Existe mercado para tanta solução? É claro que há. Isso é explicado pelos resultados dessas empresas (muitas nas bolsas de valores pelo mundo), nas aquisições entre elas, nos investimentos em pesquisa e desenvolvimento e, é claro, no feedback dos marqueteiros que devem às ferramentas seus expressivos resultados.

A boa conexão entre essas ferramentas costuma ser chamada de arquitetura de Martech ou “Martech Stack”. Quando tudo funciona bem, os resultados são incríveis. Podemos citar os estudos da McKinsey de “Personalização em Escala” de 2019, que relata casos em que a receita das empresas chegam a subir até 15% com essas iniciativas.

A obsessão pelo tema em alguns casos é tão grande, que existe um prêmio dado pelo site internacional Chiefmartec com as melhores ilustrações de Martech Stack das empresas.

Outro estudo, do BCG, é chamado de “Responsible Marketing” e foi publicado em 2020. Lá são apontados exemplos em que a receita cresce até 20%. Em outra análise, dessa vez da Bain & Company, de 2002, “Rise Above the Marketing Technology Quagmire”, em portugês “Eleve-se acima do atoleiro da tecnologia de marketing”, é estimado um retorno sobre o investimento (ROI) de 27%.

Outro tema que a Bain dá destaque é o da criação de novas formas de gerar receita.

Um exemplo que está em alta recentemente é o “Retail Media Network”: iniciativas de venda de espaço publicitário em plataformas com alto volume de acessos. Exemplos: banners oferecendo Johnnie Walker dentro do aplicativo do iFood ou banners de Bepantol no app da Drogasil.

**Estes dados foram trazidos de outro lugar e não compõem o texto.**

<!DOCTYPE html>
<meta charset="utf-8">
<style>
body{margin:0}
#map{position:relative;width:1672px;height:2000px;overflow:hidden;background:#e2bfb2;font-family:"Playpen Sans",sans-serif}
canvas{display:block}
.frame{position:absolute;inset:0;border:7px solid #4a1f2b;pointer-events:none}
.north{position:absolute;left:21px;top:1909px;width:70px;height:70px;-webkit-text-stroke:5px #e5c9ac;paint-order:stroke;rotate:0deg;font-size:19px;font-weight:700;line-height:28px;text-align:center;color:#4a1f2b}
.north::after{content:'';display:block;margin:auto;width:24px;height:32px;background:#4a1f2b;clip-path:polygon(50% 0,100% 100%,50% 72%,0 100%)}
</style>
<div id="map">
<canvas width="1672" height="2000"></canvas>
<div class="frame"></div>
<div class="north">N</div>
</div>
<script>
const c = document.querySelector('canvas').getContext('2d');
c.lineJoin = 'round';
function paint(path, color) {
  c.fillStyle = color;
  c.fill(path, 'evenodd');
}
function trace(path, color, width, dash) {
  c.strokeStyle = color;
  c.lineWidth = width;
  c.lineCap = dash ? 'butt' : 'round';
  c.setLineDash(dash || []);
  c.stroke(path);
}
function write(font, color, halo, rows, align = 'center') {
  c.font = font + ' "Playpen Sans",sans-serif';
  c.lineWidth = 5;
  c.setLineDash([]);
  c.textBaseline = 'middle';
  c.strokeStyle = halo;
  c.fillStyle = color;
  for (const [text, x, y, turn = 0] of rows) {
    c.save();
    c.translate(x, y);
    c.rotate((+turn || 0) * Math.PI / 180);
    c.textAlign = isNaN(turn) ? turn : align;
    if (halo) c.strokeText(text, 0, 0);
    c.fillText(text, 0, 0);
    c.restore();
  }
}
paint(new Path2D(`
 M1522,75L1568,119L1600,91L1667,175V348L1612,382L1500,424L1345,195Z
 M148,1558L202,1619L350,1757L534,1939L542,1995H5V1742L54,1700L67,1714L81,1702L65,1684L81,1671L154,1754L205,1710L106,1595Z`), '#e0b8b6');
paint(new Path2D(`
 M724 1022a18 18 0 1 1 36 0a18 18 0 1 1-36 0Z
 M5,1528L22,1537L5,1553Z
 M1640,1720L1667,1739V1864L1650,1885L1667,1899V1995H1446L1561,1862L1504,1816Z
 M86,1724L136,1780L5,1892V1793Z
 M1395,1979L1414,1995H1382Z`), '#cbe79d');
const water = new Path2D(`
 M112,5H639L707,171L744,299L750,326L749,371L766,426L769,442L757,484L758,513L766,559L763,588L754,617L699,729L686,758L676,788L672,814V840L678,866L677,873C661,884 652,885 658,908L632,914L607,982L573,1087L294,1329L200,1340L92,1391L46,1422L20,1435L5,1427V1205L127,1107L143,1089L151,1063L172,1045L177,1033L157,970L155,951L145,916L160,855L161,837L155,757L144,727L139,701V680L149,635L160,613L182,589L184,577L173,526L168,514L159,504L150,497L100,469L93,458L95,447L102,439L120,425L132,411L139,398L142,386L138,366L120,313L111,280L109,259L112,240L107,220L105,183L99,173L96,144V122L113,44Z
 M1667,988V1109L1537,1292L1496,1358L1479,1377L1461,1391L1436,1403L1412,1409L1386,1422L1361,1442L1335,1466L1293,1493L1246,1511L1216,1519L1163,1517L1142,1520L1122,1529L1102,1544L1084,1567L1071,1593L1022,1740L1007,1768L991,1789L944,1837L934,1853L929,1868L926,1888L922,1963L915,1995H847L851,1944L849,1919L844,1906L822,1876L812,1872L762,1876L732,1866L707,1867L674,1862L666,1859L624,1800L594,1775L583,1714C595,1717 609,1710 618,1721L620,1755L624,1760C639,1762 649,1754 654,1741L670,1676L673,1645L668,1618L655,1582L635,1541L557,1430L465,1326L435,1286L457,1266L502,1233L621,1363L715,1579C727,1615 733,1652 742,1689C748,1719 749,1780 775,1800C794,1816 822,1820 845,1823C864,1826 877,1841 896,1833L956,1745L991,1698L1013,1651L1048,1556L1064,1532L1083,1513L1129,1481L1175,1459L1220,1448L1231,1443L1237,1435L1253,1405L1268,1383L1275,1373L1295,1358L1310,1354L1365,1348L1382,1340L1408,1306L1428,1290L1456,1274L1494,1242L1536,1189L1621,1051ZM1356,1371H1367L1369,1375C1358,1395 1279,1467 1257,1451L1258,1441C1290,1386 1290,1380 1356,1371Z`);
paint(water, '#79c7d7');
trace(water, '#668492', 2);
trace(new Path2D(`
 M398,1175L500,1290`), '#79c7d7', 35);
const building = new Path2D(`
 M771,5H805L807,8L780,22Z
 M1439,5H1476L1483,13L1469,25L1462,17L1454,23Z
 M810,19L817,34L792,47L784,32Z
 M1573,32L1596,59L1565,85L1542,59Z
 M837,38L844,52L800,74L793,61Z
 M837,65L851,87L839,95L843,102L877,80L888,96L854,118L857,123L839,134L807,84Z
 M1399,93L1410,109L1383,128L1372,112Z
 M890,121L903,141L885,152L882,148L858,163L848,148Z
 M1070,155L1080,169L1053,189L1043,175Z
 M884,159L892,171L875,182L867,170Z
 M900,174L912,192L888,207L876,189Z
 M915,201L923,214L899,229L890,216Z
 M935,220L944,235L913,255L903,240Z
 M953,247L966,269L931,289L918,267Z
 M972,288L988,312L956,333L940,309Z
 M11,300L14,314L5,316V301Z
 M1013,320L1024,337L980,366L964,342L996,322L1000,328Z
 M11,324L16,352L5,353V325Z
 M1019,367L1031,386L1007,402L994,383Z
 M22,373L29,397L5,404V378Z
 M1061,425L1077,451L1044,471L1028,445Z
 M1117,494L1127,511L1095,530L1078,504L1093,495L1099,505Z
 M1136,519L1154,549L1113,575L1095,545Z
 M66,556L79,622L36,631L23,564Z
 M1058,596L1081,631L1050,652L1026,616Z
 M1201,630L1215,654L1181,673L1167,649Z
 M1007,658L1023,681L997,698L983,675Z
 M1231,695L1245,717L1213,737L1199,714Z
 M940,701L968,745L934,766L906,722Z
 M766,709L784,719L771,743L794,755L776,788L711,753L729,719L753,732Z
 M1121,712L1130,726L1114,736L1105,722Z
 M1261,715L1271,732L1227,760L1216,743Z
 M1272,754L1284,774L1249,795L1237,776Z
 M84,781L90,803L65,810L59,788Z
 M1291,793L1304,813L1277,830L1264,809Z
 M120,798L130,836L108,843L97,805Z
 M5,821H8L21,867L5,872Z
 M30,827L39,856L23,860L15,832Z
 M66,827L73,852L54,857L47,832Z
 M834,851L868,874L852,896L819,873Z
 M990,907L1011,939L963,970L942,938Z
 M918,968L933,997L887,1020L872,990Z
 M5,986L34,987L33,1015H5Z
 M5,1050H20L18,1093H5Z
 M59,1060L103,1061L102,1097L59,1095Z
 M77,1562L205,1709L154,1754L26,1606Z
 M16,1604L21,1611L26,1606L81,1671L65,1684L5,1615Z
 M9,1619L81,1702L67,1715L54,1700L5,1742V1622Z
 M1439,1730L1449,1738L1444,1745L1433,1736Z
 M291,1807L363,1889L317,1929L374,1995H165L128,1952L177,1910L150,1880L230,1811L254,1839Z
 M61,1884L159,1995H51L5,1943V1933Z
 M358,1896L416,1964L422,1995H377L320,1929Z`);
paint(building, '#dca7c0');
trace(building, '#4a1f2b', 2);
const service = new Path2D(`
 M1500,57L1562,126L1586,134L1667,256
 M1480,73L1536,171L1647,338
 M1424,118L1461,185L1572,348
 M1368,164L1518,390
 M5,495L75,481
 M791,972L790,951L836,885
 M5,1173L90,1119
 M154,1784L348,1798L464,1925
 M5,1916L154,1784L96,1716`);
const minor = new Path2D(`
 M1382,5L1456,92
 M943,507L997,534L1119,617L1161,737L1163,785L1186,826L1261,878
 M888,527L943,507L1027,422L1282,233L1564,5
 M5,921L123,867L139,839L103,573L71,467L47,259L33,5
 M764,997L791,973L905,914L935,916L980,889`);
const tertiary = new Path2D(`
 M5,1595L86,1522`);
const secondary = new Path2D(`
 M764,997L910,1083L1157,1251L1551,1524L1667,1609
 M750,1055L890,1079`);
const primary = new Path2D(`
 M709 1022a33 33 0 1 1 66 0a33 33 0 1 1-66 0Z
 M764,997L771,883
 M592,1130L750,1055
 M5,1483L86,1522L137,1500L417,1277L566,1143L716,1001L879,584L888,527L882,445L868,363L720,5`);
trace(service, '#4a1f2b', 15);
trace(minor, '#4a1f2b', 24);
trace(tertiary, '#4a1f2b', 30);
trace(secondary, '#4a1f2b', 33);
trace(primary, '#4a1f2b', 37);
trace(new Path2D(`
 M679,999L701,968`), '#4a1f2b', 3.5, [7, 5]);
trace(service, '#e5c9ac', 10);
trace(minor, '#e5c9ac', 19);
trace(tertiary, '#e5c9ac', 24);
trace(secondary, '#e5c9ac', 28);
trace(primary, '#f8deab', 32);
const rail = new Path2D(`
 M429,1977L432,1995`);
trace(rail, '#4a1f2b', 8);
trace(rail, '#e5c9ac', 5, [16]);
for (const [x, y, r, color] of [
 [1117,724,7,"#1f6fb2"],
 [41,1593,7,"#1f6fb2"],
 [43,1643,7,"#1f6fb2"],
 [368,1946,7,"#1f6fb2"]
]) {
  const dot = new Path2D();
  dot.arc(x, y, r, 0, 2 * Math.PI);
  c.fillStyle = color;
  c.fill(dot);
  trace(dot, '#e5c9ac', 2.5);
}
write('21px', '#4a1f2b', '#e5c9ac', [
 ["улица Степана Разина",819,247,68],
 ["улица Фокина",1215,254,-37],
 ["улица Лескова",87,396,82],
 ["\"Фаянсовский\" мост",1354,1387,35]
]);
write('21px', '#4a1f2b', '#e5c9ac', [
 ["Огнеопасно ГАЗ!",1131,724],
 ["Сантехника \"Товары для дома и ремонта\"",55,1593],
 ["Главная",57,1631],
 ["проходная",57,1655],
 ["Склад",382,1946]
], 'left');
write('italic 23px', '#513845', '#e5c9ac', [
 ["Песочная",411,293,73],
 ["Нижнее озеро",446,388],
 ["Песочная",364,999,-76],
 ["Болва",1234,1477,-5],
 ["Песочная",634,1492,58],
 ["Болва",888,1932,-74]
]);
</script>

Nos exemplos acima, iFood e Drogasil não são na sua essência empresas de mídia como os grandes portais de notícias, mas estão vendendo espaço publicitário como se fossem. Quando estes varejistas criam plataformas de anúncios em seus sites, temos um RMN.

Porém, também há ceticismo na aquisição de tecnologia: o mesmo estudo da Bain, acima, aponta que não é fácil criar tal arquitetura de soluções quando diz que “as tecnologias de marketing geralmente se acumulam aleatoriamente ao longo do tempo, deixando os CMOs com um emaranhado de duplicações”.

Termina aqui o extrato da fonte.